MENOR. PADRÃO HERMENÊUTICO DO ECA. 01 – Pedido de

adoção deduzido por avós que criaram o neto desde o seu nascimento, por impossibilidade psicológica da mãe biológica, vítima de agressão sexual. 02 - O princípio do melhor interesse da criança é o critério primário para a interpretação de toda a legislação atinente a menores, sendo capaz, inclusive, de retirar a peremptoriedade de qualquer texto legal atinente aos interesses da criança ou do adolescente, submetendo-o a um crivo objetivo de apreciação judicial da situação específica que é analisada. 03. Os elementos usualmente elencados como justificadores da vedação à adoção por ascendentes são: i) a possível confusão na estrutura familiar; ii) problemas decorrentes de questões hereditárias; iii) fraudes previdenciárias e, iv) a inocuidade da medida em termos de transferência de amor/afeto para o adotando. 04. Tangenciando à questão previdenciária e às questões hereditárias, diante das circunstâncias fática presentes – idade do adotando e anuência dos demais herdeiros com a adoção, circunscreve-se a questão posta a desate em dizer se a adoção conspira contra a proteção do menor, ou ao revés, vai ao encontro de seus interesses. 05. Tirado do substrato fático disponível, que a família resultante desse singular arranjo, contempla, hoje, como filho e irmão, a pessoa do adotante, a aplicação simplista da norma prevista no art. 42, § 1º, do ECA, sem as ponderações do “prumo hermenêutico” do art. 6º do ECA, criaria a extravagante situação da própria lei estar ratificando a ruptura de uma família socioafetiva, construída ao longo de quase duas décadas com o adotante vivendo, plenamente, esses papéis intrafamiliares. 06. Recurso especial conhecido e provido.
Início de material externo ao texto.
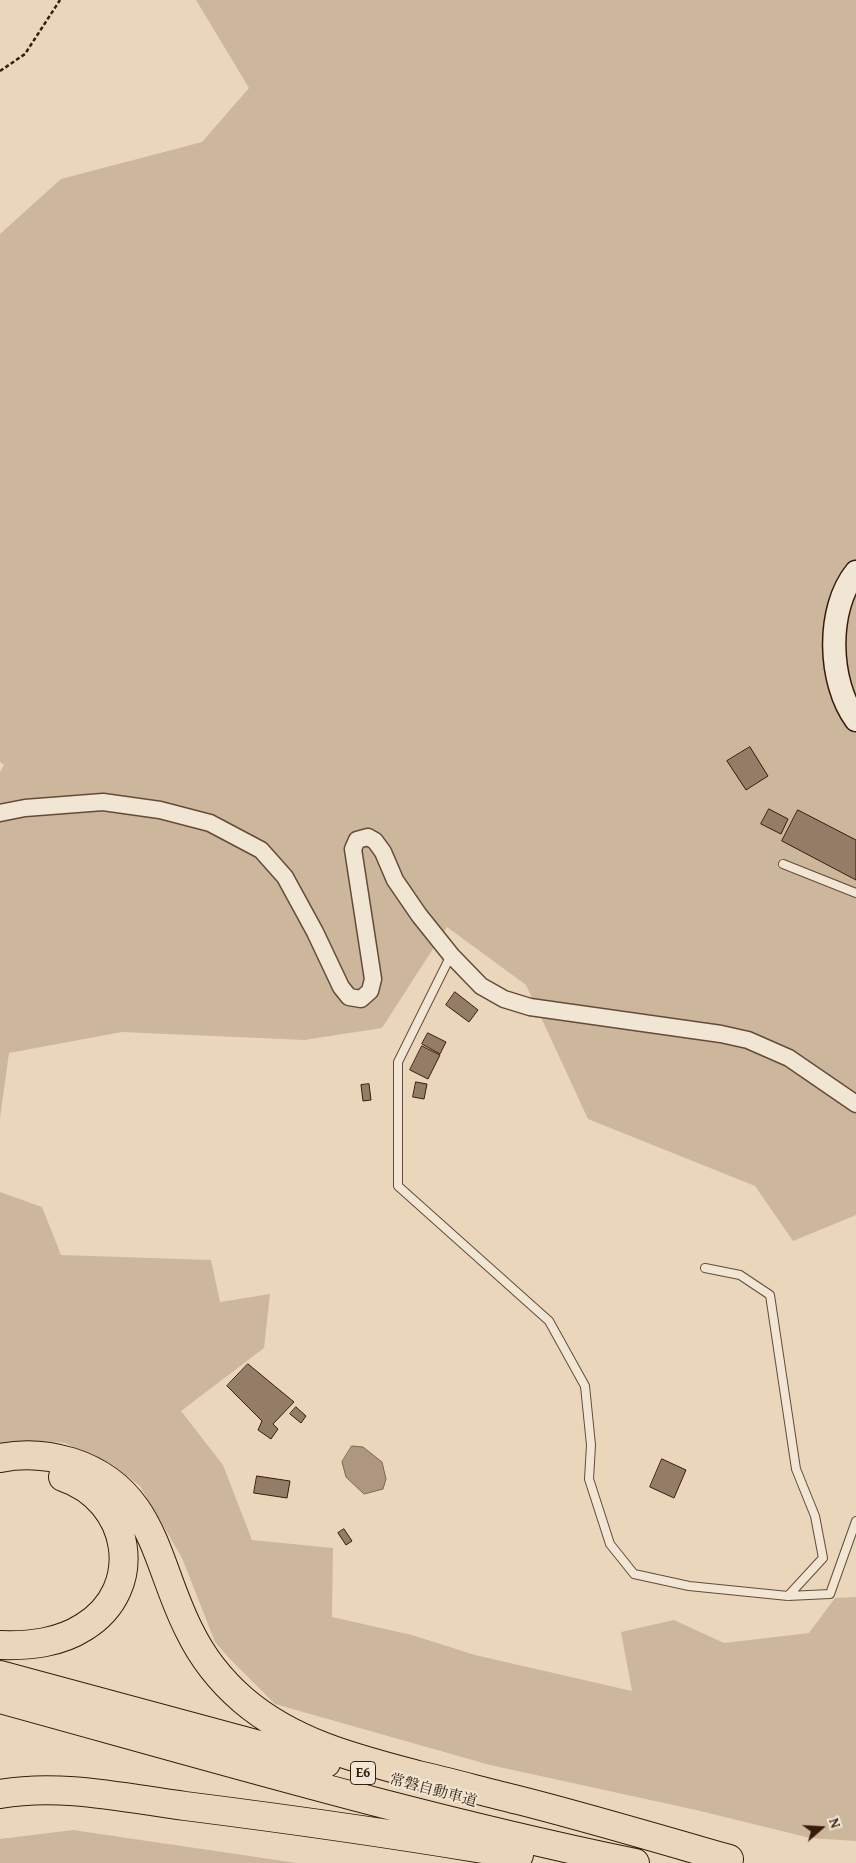 <!DOCTYPE html>
<meta charset="utf-8">
<style>
body{margin:0}
#map{position:relative;width:856px;height:1863px;overflow:hidden;background:#ead7bb;font-family:"Gentium Book Plus",serif}
canvas{display:block}
.north{position:absolute;left:796px;top:1803px;width:50px;height:50px;-webkit-text-stroke:4px #f1e5d3;paint-order:stroke;rotate:71deg;font-size:14px;font-weight:700;line-height:20px;text-align:center;color:#371c0c}
.north::after{content:'';display:block;margin:auto;width:18px;height:22px;background:#371c0c;clip-path:polygon(50% 0,100% 100%,50% 72%,0 100%)}
</style>
<div id="map">
<canvas width="856" height="1863"></canvas>
<div class="north">N</div>
</div>
<script>
const g = document.querySelector('canvas').getContext('2d');
g.lineJoin = 'round';
function fill(path, color) {
  g.fillStyle = color;
  g.fill(path, 'evenodd');
}
function strokePath(path, color, width, dash) {
  g.strokeStyle = color;
  g.lineWidth = width;
  g.lineCap = dash ? 'butt' : 'round';
  g.setLineDash(dash || []);
  g.stroke(path);
}
function label(font, color, halo, rows, align = 'center') {
  g.font = font + ' "Gentium Book Plus","Noto Serif JP",serif';
  g.lineWidth = 4;
  g.setLineDash([]);
  g.textBaseline = 'middle';
  g.strokeStyle = halo;
  g.fillStyle = color;
  for (const [text, x, y, turn = 0] of rows) {
    g.save();
    g.translate(x, y);
    g.rotate((+turn || 0) * Math.PI / 180);
    g.textAlign = isNaN(turn) ? turn : align;
    if (halo) g.strokeText(text, 0, 0);
    g.fillText(text, 0, 0);
    g.restore();
  }
}
const green = new Path2D(`
 M196,0H856V1215L793,1241L755,1186L588,1119L526,985L447,927L382,1028L304,1040L122,1032L9,1053L0,1118V772L4,765L0,762V234L61,179L202,142L249,88Z
 M0,1192L42,1207L61,1255L211,1260L220,1302L270,1294L264,1348L181,1411L223,1465L252,1540L333,1548L332,1617L412,1635L475,1655L632,1691L621,1632L674,1620L724,1643L809,1633L835,1598L856,1597V1841L810,1838L696,1810L490,1765L275,1704L230,1659L215,1642L182,1558L140,1486L114,1466L65,1443L44,1441L0,1449Z
 M73,1830L297,1863H0V1839Z`);
const water = new Path2D(`
 M352,1446L363,1447L382,1462L386,1479L383,1489L364,1494L346,1477L342,1462Z`);
const building = new Path2D(`
 M750,747L768,776L746,790L727,761Z
 M769,809L788,819L781,834L761,824Z
 M798,810L856,840V880L782,841Z
 M455,992L478,1010L469,1022L446,1005Z
 M428,1033L446,1042L440,1054L422,1044Z
 M422,1046L440,1055L428,1079L410,1070Z
 M416,1082L427,1084L424,1099L413,1097Z
 M369,1084L371,1100L363,1101L361,1085Z
 M248,1364L294,1402L273,1424L278,1429L271,1439L258,1430L262,1421L227,1386Z
 M296,1407L306,1416L301,1423L290,1414Z
 M662,1459L686,1470L674,1498L650,1487Z
 M257,1476L290,1481L287,1498L254,1493Z
 M344,1529L352,1541L346,1545L338,1533Z`);
const path = new Path2D(`
 M0,71L25,54L60,0`);
const lane = new Path2D(`
 M783,864L856,893
 M451,955L398,1062V1186L549,1321L585,1386L591,1445L589,1479L610,1544L634,1574L689,1586L788,1596L830,1594L856,1521
 M705,1268L740,1275L770,1295L796,1469L815,1516L823,1558L788,1596`);
const street = new Path2D(`
 M0,813L25,808L103,802L160,810L210,823L261,850L285,877L315,932L341,987L349,997L361,999L370,991L373,979L353,849L357,840L368,837L375,841L383,852L395,880L419,915L451,955L481,986L504,999L530,1007L721,1034L748,1040L789,1058L856,1104`);
const secondary = new Path2D(`
 M856,572C826,609 828,682 856,720`);
const highway = new Path2D(`
 M0,1458C24,1453 48,1455 71,1462C155,1489 155,1563 189,1630C202,1657 221,1681 243,1700C293,1743 357,1759 418,1775C452,1783 485,1792 518,1800C589,1818 659,1839 729,1859
 M0,1645C30,1646 59,1643 84,1627C147,1588 131,1500 63,1477
 M0,1675L326,1763
 M0,1699C211,1757 421,1819 635,1863
 M0,1794C60,1783 125,1798 185,1806C296,1820 408,1836 519,1855`);
const shields = [
 [363,1773,25]
];
const shieldNames = [
 ["E6",363,1773]
];
const streetNames = [
 ["常磐自動車道",433,1791,15]
];
fill(green, '#ccb79d');
fill(water, '#ad9780');
strokePath(water, '#7e6652', 1);
fill(building, '#947d67');
strokePath(building, '#371c0c', 1);
strokePath(lane, '#644b38', 10);
strokePath(street, '#644b38', 19);
strokePath(secondary, '#371c0c', 25);
strokePath(highway, '#371c0c', 30);
strokePath(path, '#371c0c', 2.5, [4, 2.5]);
strokePath(lane, '#f1e5d3', 8);
strokePath(street, '#f1e5d3', 16);
strokePath(secondary, '#f1e5d3', 22);
strokePath(highway, '#ead7bb', 28);
for (const [x, y, w] of shields) {
  const box = new Path2D();
  box.roundRect(x - w / 2, y - 11.5, w, 23, 4);
  g.fillStyle = '#f1e5d3';
  g.fill(box);
  strokePath(box, '#371c0c', 1);
}
label('bold 14px', '#371c0c', null, shieldNames);
label('15px', '#371c0c', '#f1e5d3', streetNames);
</script>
RECURSO ESPECIAL A QUE SE DA PROVIMENTO, EM DECISÃO UNÂNIME. (BRASIL, 2020).

Sob esse cenário, cabe ponderar que os adotantes já detinham a guarda do menor, e não obstante isso, buscaram incrementar essa relação, por via da adoção, para uma situação de parentalidade socioafetiva. Ou seja, pretendiam agregar à assistência material e psicológica o desejo da maternidade/paternidade em relação ao seu neto, criando como se filho fosse.

No caso em questão, não se pode olvidar que todos os demais poderes próprios da parentalidade sempre foram exercidos pelos adotantes (avós), porém, somente buscam cristalizar a relação de fato. Não há motivação maior do que está: a de cunho íntimo, pois os demais poderes próprios da parentalidade já eram/são

exercidos pelos recorrentes, que buscam cristalizar, tão-só, a relação de fato, que se enquadra perfeitamente na parentalidade socioafetiva, pois nela se acha, inequivocamente, a “posse do estado de filho”.